The proportion of preterm deliveries (100.0 %, 22.0 %, and 8.0 % in the EOP, LOP and no preeclampsia groups, respectively, p < 0.0001) and cesarean sections (90.0 %, 48.0 %, and 8.0 %, respectively, p < 0.0001) were significantly higher in both the EOP and LOP groups than in controls. Mean gestational age at delivery were earlier in the EOP group than in the LOP group (p < 0.05). Rates of SGA, were significantly elevated among mothers with PE (32.0 %, 16.0 %, and 6.0 % in the EOP, LOP and no preeclampsia groups, respectively, p < 0.0001) and were more strongly associated with EOP (32.0 % vs 16.0 % in the EOP vs LOP groups, p < 0.004). The proportion of V. Apgar scores below 7 at 1 and 5 min were higher and neonatal birthweight was less in the EOP group than in LOP and control group.

The rates of all adverse birth outcomes, were higher among women with EOP. For example, the rates of fetal (3.0 % vs 0.0 %), neonatal (4.0 % vs 1.0 %), and perinatal death (6.0 % vs 0.0 %) were significantly higher in the EOP group than in LOP group (р < 0.05).

The rates of NICU admission (68.0 % vs 12.0 %, p < 0.0001) and severe neonatal morbidity (22.0 % vs 2.0 %, p < 0.0001) were significantly higher among the infants born to mothers with EOP.

Although the causes of preeclampsia are unclear, both maternal and placental factors contribute to the pathogenesis of this disease.

EOP is characterized by the inadequate and incomplete trophoblast invasion, abnormal placentation and spiral artery remodeling, tissue hypoxia in the placenta and fetus, the absence of compensatory mechanisms, and increased endothelial dysfunction factors. Early PE starts prior to week 34; it makes the most severe clinical manifestations, is associated with SGA, intrauterine growth restriction, abnormal blood circulation, early induced premature de- livery, impossibility of prolonged pregnancy maintenance. On the contrary, late PE has a maternal etiology and is associated largely with somatic history. It develops after 34 weeks, has more favorable prognosis and the possibility of a more extended pregnancy prolongation.
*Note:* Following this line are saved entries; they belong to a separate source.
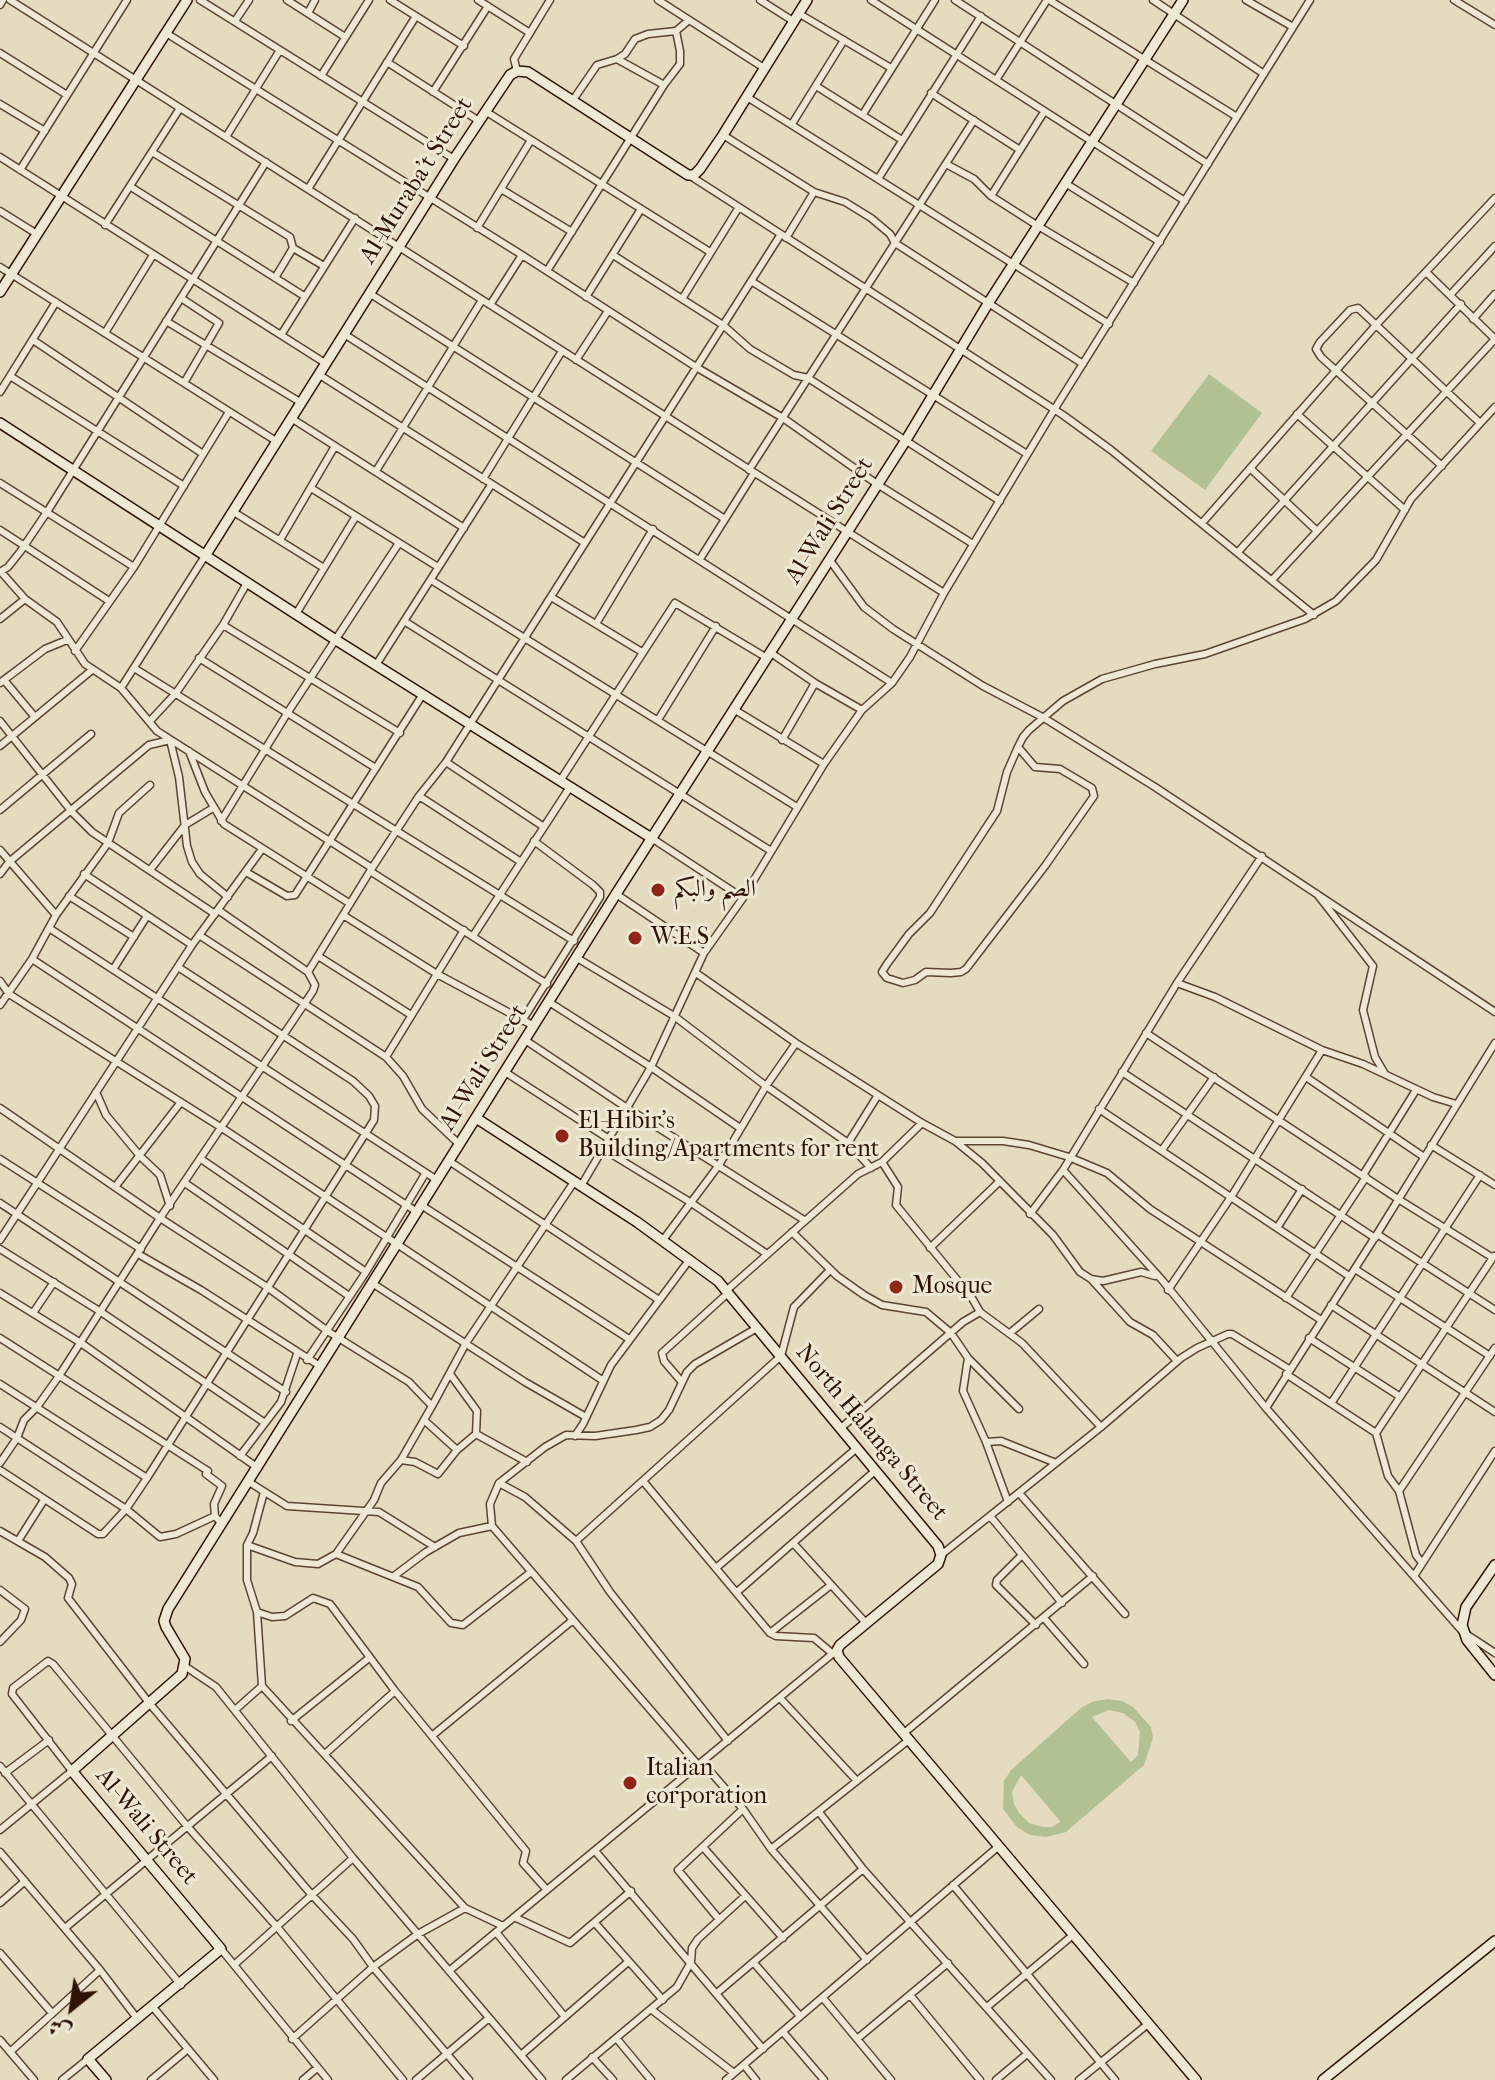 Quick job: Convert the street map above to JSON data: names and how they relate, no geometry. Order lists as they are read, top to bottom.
{
  "streets": {
    "street": ["Al-Muraba't Street", "Al-Wali Street", "North Halanga Street"]
  },
  "crossings": [
    ["Al-Wali Street", "North Halanga Street"]
  ],
  "places": [
    "الصم والبكم",
    "W.E.S",
    "El-Hibir's Building/Apartments for rent",
    "Mosque",
    "Italian corporation"
  ],
  "north": "bottom left"
} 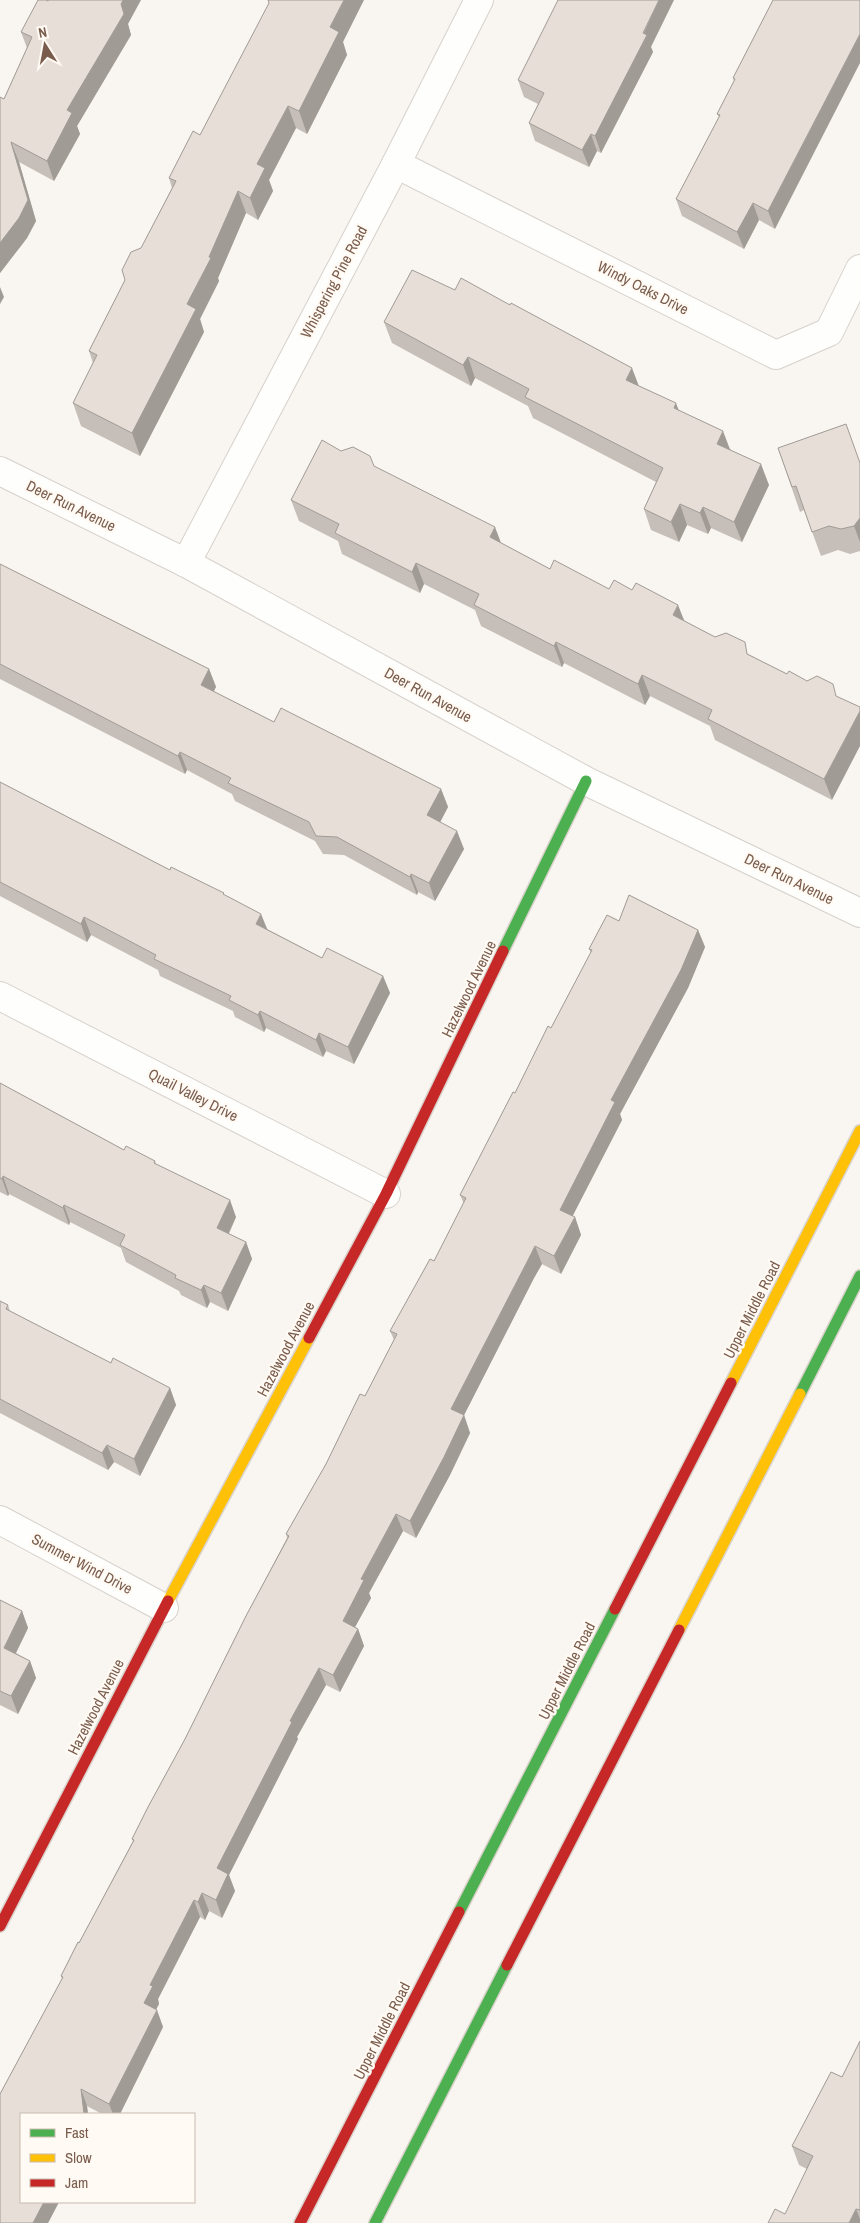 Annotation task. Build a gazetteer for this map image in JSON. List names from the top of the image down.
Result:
{
  "streets": {
    "main road": ["Hazelwood Avenue", "Upper Middle Road"],
    "street": [
      "Whispering Pine Road",
      "Windy Oaks Drive",
      "Deer Run Avenue",
      "Quail Valley Drive",
      "Summer Wind Drive"
    ]
  },
  "crossings": [
    ["Whispering Pine Road", "Windy Oaks Drive"],
    ["Whispering Pine Road", "Deer Run Avenue"],
    ["Deer Run Avenue", "Hazelwood Avenue"],
    ["Hazelwood Avenue", "Quail Valley Drive"],
    ["Hazelwood Avenue", "Summer Wind Drive"]
  ],
  "legend": ["Fast", "Slow", "Jam"],
  "north": "top"
} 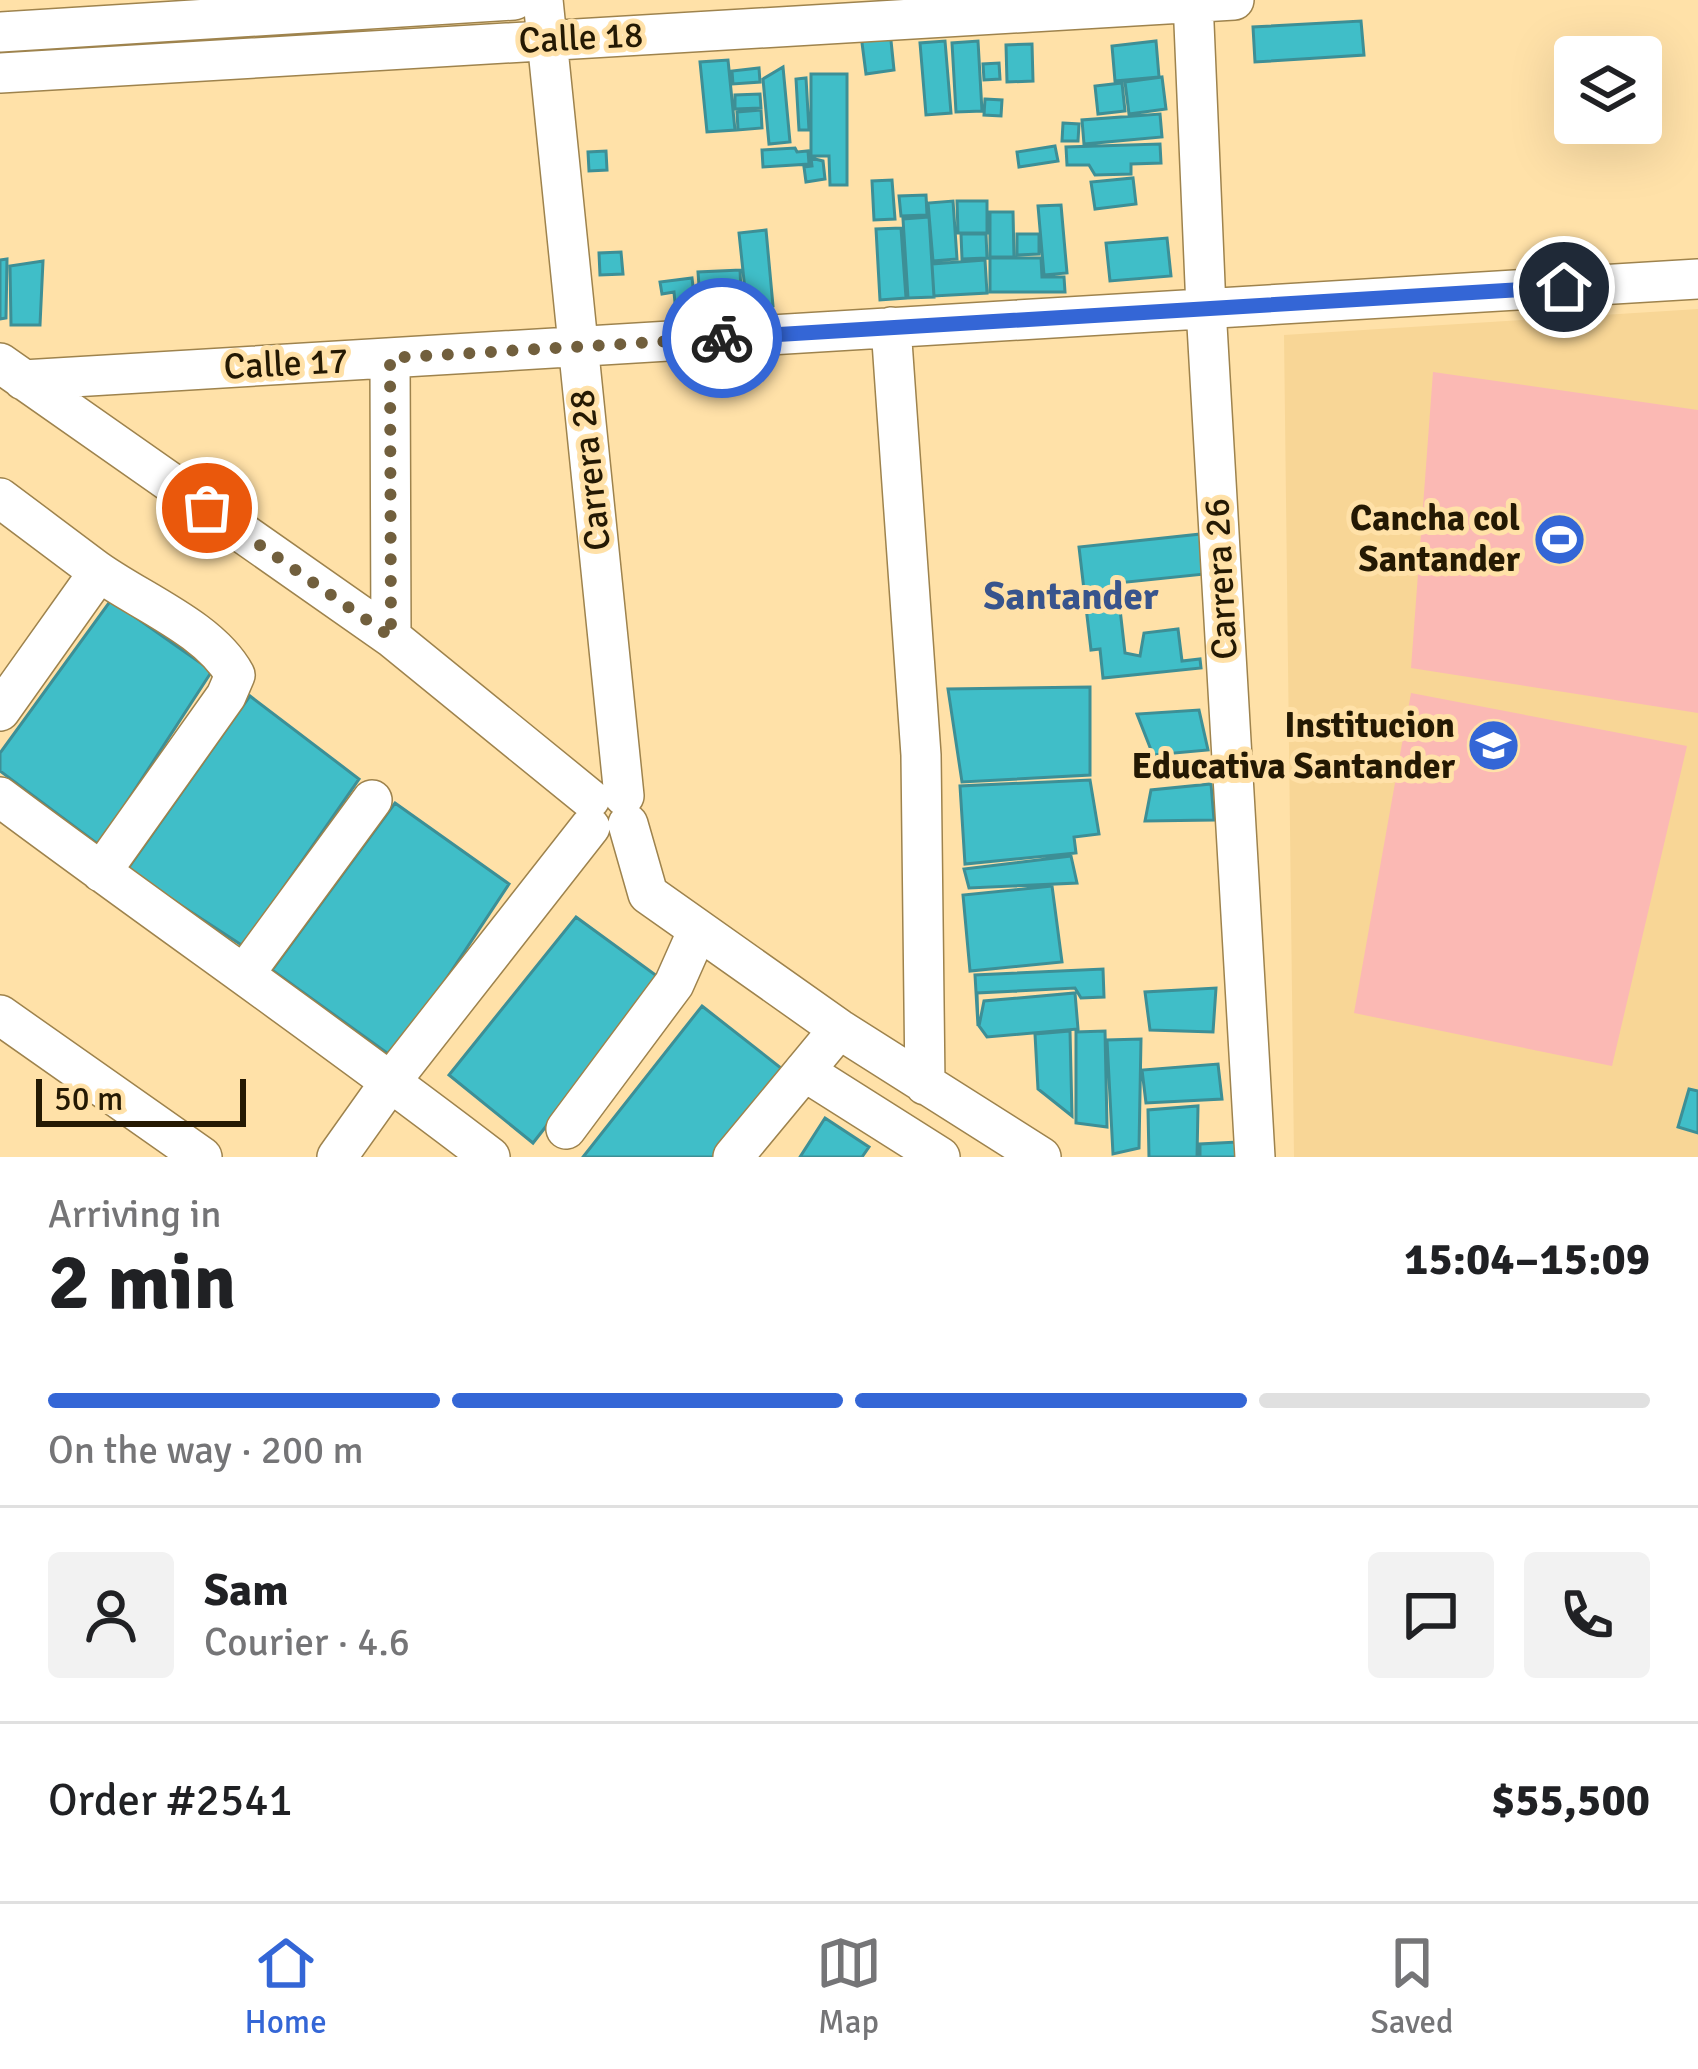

Our study shows that effect of risk factors such nulliparity, chronic hypertension, and diabetes varies according to the subtype of preeclampsia. For example, women, who were young (younger than 20), nulliparous, had diabetes mellitus were significantly associated with increased risk of LOP, whereas women who had chronic hypertension, congenital anomalies had higher rates of EOP. Several risk factors were associated with preeclampsia, without a significant difference for early and late-on- set disease. Maternal age more than 35 years, pregestational BMI more than 25.0 kg/m², smoking during pregnancy were significantly associated with increased risk of both EOP and LOP.

EOP had far greater adverse effects on the fetus and infant compared with LOP. We observed a stronger association between EOP and SGA (as compared with LOP and SGA). The rates of fetal, neonatal, and perinatal death, NICU admission, and severe neonatal morbidity were significantly higher in the EOP group than in LOP group.

Conclusions. Our research revealed that EOP is a distinct and a more severe clinical entity, associated with intrauterine growth restriction, high rates of adverse birth outcomes, a much earlier gestational age at onset and delivery. EOP starts with a failure to transform the maternal spiral arteries, subsequently followed by alterations of the villous trophoblast, and leads to severe placental lesion (early placental dysfunction), hypoxia of the placenta and fetus, the failure of compensatory mechanisms, an increase of endothelial dysfunction factors. Therefore, this subtype of preeclampsia debuted early (in midtrimester) and leads to worse perinatal outcomes. In comparison, LOP develops in the third trimester of pregnancy, rarely leads to perinatal loss. Our study confirms the heterogeneity of preeclampsia and shows that gestational age at the onset of the disease should be considered as an important indicator of disease severity and possibly of disease etiology.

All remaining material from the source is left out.